South Africa has thousands of kilometres of coastline and sits at the heart of one of the world’s most-established and busiest trade routes. It is estimated that, by 2033, the blue economy could add ZAR177 billion to the country’s GDP and create up to 1 million jobs. The government’s blue-economy strategy is embodied in its Oceans Economy Lab, which forms part of the Operation Phakisa programme to fast-track economic growth and job creation. Tourism is also set to be an important element in the country’s blue-economy strategy. Coastal and marine tourism has been forecast to create at least 116 000 jobs by 2026. Shark cage diving and whale watching are two popular tourist activities that appeal to an international interest in wildlife and ecology.
Elsewhere, tourism bodies are also turning their attention to the seas. All agree that there’s great potential to diversify the sector beyond land-based wildlife tourism, which is currently the premier tourist attraction on the continent.
For example, as African Tourism Board chair Cuthbert Ncube said in February this year, after a visit to Tanzania’s Sinda Island, ‘when we talk about tourism in Tanzania, we always talk about Mount Kilimanjaro. But we have so many amazing tourist attractions that need to be exposed. Let us expose our islands in this continent to local, regional and international tourists’. Tanzania boasts several protected marine parks, due to be promoted as the ‘new tourist corridor’.

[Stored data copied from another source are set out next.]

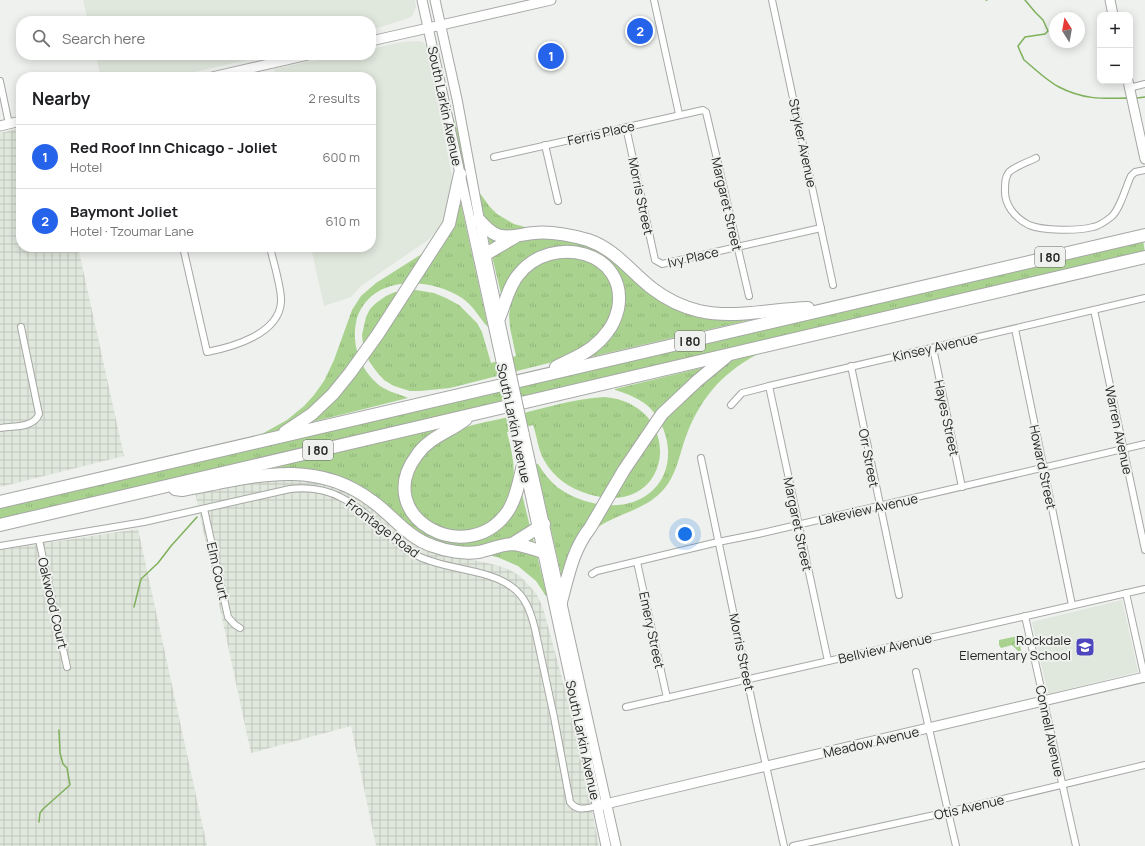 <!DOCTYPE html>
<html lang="en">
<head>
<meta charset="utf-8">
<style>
	:root { --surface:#fff; --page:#f6f6f6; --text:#202124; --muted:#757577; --line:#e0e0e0; --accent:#2563eb }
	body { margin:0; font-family:Manrope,sans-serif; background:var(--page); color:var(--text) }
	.controls { position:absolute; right:12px; top:12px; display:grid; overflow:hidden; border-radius:8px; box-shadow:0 2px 10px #0003 }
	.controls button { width:36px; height:36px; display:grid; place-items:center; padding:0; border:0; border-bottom:1px solid var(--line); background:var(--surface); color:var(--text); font:20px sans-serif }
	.compass { position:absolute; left:1049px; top:12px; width:36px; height:36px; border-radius:50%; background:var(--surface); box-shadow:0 2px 10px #0003; rotate:349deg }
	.you { position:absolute; left:685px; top:534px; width:14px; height:14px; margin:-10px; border:3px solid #fff; border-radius:50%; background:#1a73e8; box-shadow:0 0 0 6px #1a73e833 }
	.badge { display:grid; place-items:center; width:26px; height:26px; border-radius:50%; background:var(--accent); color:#fff; font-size:13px; font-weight:700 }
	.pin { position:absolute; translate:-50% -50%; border:2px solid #fff; box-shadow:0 1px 4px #0006 }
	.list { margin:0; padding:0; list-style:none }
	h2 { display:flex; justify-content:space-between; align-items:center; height:52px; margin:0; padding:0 16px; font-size:17px }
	h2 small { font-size:13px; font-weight:400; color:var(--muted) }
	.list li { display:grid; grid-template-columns:26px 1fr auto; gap:12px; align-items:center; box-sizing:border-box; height:64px; padding:0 16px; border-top:1px solid var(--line) }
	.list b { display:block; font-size:15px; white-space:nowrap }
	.list p { margin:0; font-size:13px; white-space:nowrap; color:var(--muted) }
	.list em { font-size:13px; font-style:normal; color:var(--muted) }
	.icon { flex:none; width:22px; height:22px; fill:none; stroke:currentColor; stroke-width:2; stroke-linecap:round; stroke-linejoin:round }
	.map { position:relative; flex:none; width:1145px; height:846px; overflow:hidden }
	.search { position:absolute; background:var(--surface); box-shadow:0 2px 10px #0003; left:16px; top:16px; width:360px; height:44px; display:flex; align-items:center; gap:10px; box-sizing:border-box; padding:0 14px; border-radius:16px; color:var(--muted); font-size:15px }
	.panel { position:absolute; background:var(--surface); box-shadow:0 2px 10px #0003; left:16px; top:72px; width:360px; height:180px; border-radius:16px }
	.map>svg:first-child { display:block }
	.built { fill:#e0e7dc }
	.industrial { fill:url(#industrial-grid) }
	.grass { fill:url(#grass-tufts) }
	.park { fill:url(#park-crowns) }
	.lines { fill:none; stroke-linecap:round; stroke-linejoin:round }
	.stream { stroke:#7fb05b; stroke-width:1.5 }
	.street-casing { stroke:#a5a8a4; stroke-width:8 }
	.secondary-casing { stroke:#a5a8a4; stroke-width:11 }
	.highway-casing { stroke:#a5a8a4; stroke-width:14 }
	.street { stroke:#fff; stroke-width:6 }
	.secondary { stroke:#fff; stroke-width:9 }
	.highway { stroke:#fff; stroke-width:12 }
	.secondary-bridge-casing { stroke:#a5a8a4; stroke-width:11; stroke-linecap:butt }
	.secondary-bridge { stroke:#fff; stroke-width:9 }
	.labels { text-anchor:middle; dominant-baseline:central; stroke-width:4; stroke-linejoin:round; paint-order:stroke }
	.shield { fill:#eef1ed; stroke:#626461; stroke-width:1 }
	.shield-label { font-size:12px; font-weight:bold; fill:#262725 }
	.street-label { font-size:13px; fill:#262725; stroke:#eef1ed }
	.poi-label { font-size:13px; fill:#262725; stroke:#eef1ed; text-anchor:end }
</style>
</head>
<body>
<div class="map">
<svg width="1145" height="846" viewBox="0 0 1145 846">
	<defs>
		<pattern id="industrial-grid" width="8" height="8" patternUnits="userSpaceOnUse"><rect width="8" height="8" fill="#e0e7dc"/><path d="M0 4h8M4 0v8" fill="none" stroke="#c0c6bd"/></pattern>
		<pattern id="grass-tufts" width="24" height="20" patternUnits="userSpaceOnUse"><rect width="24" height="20" fill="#a9d28f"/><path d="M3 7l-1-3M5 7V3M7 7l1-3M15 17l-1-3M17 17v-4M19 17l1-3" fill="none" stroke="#91b47b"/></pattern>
		<pattern id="park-crowns" width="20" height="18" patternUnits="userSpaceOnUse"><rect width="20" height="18" fill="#a9d28f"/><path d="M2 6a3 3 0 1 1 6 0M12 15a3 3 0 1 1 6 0" fill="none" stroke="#91b47b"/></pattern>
	</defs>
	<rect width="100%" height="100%" fill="#eef1ed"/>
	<g class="built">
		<polygon points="83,0 415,0 416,7 412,16 409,18 371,30 371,21 88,21"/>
		<polygon points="419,41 423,42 427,47 452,176 453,190 446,220 428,240 361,286 351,297 324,306 311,247 371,247 371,77 276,77 274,69 340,55 371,55 371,49 402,42"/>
		<polygon points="96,55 268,55 173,77 101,77"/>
		<polygon points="1122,600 1138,672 1048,694 1032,622"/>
	</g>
	<g class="industrial">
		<polygon points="21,128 21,247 78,247 124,456 0,487 0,133"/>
		<polygon points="295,478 331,484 365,502 429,550 496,565 510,570 520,576 536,593 543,608 576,730 599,846 376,846 351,726 251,753 195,492 271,480"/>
		<polygon points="138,529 207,846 0,846 0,550"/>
	</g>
	<g class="grass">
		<polygon points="449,107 450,107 461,142 478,231 476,231"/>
		<polygon points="479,192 490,207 497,214 514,224 591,245 671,303 776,314 577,360 618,319 608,264 548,251 502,298 492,256"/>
		<path d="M 461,204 L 488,327 C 479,318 474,306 462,298 C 430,277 372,274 357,318 C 354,330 354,342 358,354 C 362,367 370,378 380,386 C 389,392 399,394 408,398 L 260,435 L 287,420 L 304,406 L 314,395 L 324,381 L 334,360 L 352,310 L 361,296 L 376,283 L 425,252 L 458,205 Z"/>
		<polygon points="1143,240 1145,253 70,503 62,503 56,507 0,520 0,507 140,474 144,475"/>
		<polygon points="569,256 594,263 608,276 614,291 612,314 594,341 557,361 450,388 420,391 410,391 394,386 384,380 376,371 369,361 363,344 362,335 366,317 370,309 376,303 386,296 395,292 416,290 434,293 446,298 459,305 477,323 482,332 491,363 516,356 510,328 509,315 511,302 523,275 539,263 549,259"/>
		<path d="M 758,354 C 720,374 698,401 684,442 C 679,458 675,476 664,489 C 645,512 613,513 592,532 C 587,536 585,542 582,547 C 575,557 569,568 562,578 L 536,464 L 538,464 C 543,472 549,480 557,487 C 583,506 627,515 653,490 C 676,468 671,430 650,408 C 641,399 628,394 615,390 L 615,389 Z"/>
		<path d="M 605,397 C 688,405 673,521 588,494 C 569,488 554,478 544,460 C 538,450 537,436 533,425 L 507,432 C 512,452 517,471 511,492 C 503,519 473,537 444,530 C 440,528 435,524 431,522 C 428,520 423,518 421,516 C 413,508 411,496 411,485 C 410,463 436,441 455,432 C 470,424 488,422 504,418 C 538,410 571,399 605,397 Z"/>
		<polygon points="447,427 405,471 415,522 477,537 521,490 547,596 546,596 536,581 518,566 497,557 451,547 425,540 364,491 270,470 288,464"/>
	</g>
	<polygon class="park" points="1018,636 1021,650 1020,653 1012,645 1001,648 999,645 999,640"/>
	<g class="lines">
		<g class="stream">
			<polyline points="986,0 987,0"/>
			<path d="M 1025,0 L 1035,12 L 1043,20 L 1048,31 L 1045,34 L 1025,37 L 1018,46 C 1020,52 1022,55 1024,60 C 1035,69 1047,81 1059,87 C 1082,99 1101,99 1126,98 L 1128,99"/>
			<polyline points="1137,98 1145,97"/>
			<polyline points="134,607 141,579 158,563 171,546 197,517"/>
			<polyline points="39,822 40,813 43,809 70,785 67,768 63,764 60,753 59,730"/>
		</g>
		<g class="street-casing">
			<g id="street">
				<polyline points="654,0 679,114"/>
				<polyline points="772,0 833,285"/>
				<polyline points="0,81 9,124"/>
				<polyline points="1129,88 1145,84"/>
				<polyline points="626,127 655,260 662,264 821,228"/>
				<polyline points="545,145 558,201"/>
				<polyline points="494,157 703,110 706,112 749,296"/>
				<path d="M 1036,158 C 1028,162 1016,166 1009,172 C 1005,177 1005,183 1005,189 C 1004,205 1015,218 1029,225 C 1043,231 1078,231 1093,227 C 1099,226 1106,221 1111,217 C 1120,210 1126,186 1131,176 L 1135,172 L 1145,170"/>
				<path d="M 183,247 L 207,352 C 233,347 279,334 281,302 C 282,289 273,261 270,247"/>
				<polyline points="1094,310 1145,550"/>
				<polyline points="1015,329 1072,605"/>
				<polyline points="933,348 962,487"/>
				<polyline points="851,366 899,595"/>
				<polyline points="769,386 828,661"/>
				<polyline points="731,405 742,393 769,386 1145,298"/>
				<path d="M 0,428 C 13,426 34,428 39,414 L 21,327"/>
				<polyline points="701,458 756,721 784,846"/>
				<polyline points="204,509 228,617 234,624 240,628"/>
				<polyline points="39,540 67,667"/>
				<path d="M 0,546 L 144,522 L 290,489 C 335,484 357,506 388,534 C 398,543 408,552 420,557 C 448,570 488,569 512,587 C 526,597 531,613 535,629 L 554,717 L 570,802 C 577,812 587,808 597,806"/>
				<polyline points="637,562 667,698"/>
				<polyline points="592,574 597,571 718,542 758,534 1145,444"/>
				<polyline points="1126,593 1145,679"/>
				<polyline points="1025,616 1076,846"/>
				<polyline points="916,672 956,846"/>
				<polyline points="626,707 1145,589"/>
				<polyline points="793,846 948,812 1145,765"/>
			</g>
		</g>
		<g class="secondary-casing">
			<g id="secondary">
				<polyline points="422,0 501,361"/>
				<polyline points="435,0 457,99 488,266 508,359"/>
				<polyline points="1110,0 1113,15"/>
				<polyline points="371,41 551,0"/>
				<polyline points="212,77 308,55"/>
				<polyline points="1128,81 1145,159"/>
				<polyline points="0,126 21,121"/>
				<polyline points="516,429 606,846"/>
				<polyline points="524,433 616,846"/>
				<polyline points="597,806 1145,677"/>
			</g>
		</g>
		<g class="highway-casing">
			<g id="highway">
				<path d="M 479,220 C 485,226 492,235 501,236 C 512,238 523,234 534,233 C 552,231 570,235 588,240 C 615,249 631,272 653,289 C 666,299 683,307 699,311 C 736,319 771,309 808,308"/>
				<polyline points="486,254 515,237"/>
				<path d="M 499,318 C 505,304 509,285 519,274 C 552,233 629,251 618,309 C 616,317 613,325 608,331 C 599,344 584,354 570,360 C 565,363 560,364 556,367"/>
				<path d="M 466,419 C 450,432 429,437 417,455 C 370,517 468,570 508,511 C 517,497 519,480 523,465"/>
				<polyline points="285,432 312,414 333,394 350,373 378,334 449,224 460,174"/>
				<path d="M 175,489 L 182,490 C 248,478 313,456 372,501 C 392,515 408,538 433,546 C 446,551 464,554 478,552 C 489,550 502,544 513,544 C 523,545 533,549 543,552"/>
				<polyline points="0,502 1145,235"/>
				<polyline points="0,525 1145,257"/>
				<polyline points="512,544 544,524"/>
				<path d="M 561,602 C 568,576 573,549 590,528 L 624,470 L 662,414 L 697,381 L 726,357"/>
			</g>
		</g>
		<use href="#street" class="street"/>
		<use href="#secondary" class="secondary"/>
		<use href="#highway" class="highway"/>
		<g class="secondary-bridge-casing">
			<g id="secondary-bridge">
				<polyline points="508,359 524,433"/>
				<polyline points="501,361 516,429"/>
			</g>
		</g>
		<use href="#secondary-bridge" class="secondary-bridge"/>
	</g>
	<defs>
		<g id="school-square" transform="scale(1)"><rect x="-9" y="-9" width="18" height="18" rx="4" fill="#4e46bd" stroke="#eef1ed"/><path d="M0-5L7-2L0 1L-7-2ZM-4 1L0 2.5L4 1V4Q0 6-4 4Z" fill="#fff"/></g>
	</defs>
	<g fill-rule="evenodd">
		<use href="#school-square" x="1085" y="647"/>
	</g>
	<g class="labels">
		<g class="shield">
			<rect x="1035" y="247" width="30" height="20" rx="3"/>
			<rect x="675" y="331" width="30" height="20" rx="3"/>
			<rect x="303" y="440" width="30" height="20" rx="3"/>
		</g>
		<g class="shield-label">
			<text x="1050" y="257">I 80</text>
			<text x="690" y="341">I 80</text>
			<text x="318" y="450">I 80</text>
		</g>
		<g class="street-label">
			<text transform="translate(445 106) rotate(78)">South Larkin Avenue</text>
			<text transform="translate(601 133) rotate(-13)">Ferris Place</text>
			<text transform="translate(803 143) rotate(78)">Stryker Avenue</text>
			<text transform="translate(641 196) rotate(78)">Morris Street</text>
			<text transform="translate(727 204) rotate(77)">Margaret Street</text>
			<text transform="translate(693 257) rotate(-13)">Ivy Place</text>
			<text transform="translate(935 347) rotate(-13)">Kinsey Avenue</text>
			<text transform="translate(947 418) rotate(78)">Hayes Street</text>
			<text transform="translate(514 423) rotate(78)">South Larkin Avenue</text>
			<text transform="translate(1119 430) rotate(78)">Warren Avenue</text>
			<text transform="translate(869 458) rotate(79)">Orr Street</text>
			<text transform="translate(1043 467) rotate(78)">Howard Street</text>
			<text transform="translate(868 509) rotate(-13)">Lakeview Avenue</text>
			<text transform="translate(798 524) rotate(78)">Margaret Street</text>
			<text transform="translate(383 528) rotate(37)">Frontage Road</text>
			<text transform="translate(218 571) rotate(77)">Elm Court</text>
			<text transform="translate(53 603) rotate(77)">Oakwood Court</text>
			<text transform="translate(652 630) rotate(78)">Emery Street</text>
			<text transform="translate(885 648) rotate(-13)">Bellview Avenue</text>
			<text transform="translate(742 652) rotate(78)">Morris Street</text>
			<text transform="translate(1050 731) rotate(78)">Connell Avenue</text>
			<text transform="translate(583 740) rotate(78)">South Larkin Avenue</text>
			<text transform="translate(871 742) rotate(-13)">Meadow Avenue</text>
			<text transform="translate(969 807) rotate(-13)">Otis Avenue</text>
		</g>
		<g class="poi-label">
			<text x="1071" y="640">Rockdale<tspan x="1071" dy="15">Elementary School</tspan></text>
		</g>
	</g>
</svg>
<div class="controls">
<button>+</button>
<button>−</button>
</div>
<svg class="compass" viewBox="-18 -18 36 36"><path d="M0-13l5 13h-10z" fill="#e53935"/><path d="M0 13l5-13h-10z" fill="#757577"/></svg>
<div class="you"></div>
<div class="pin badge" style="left:551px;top:56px">1</div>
<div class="pin badge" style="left:640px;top:31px">2</div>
<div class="search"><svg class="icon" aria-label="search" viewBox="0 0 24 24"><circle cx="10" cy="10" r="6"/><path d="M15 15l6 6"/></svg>Search here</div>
<section class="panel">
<h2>Nearby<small>2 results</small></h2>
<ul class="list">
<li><span class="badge">1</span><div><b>Red Roof Inn Chicago - Joliet</b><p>Hotel</p></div><em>600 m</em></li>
<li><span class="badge">2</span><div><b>Baymont Joliet</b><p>Hotel · Tzoumar Lane</p></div><em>610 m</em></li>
</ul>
</section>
</div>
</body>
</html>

It’s clear that marine resources represent a glowing opportunity for coastal African countries – provided they are responsibly and sustainably managed, and countries co-operate on preserving this precious and shared resource.
As the AUC’s Quartey puts it, ‘we must also unite, collaborate and overcome challenges we are facing together in the management and use of our maritime resources. Our goal is common and achievable’.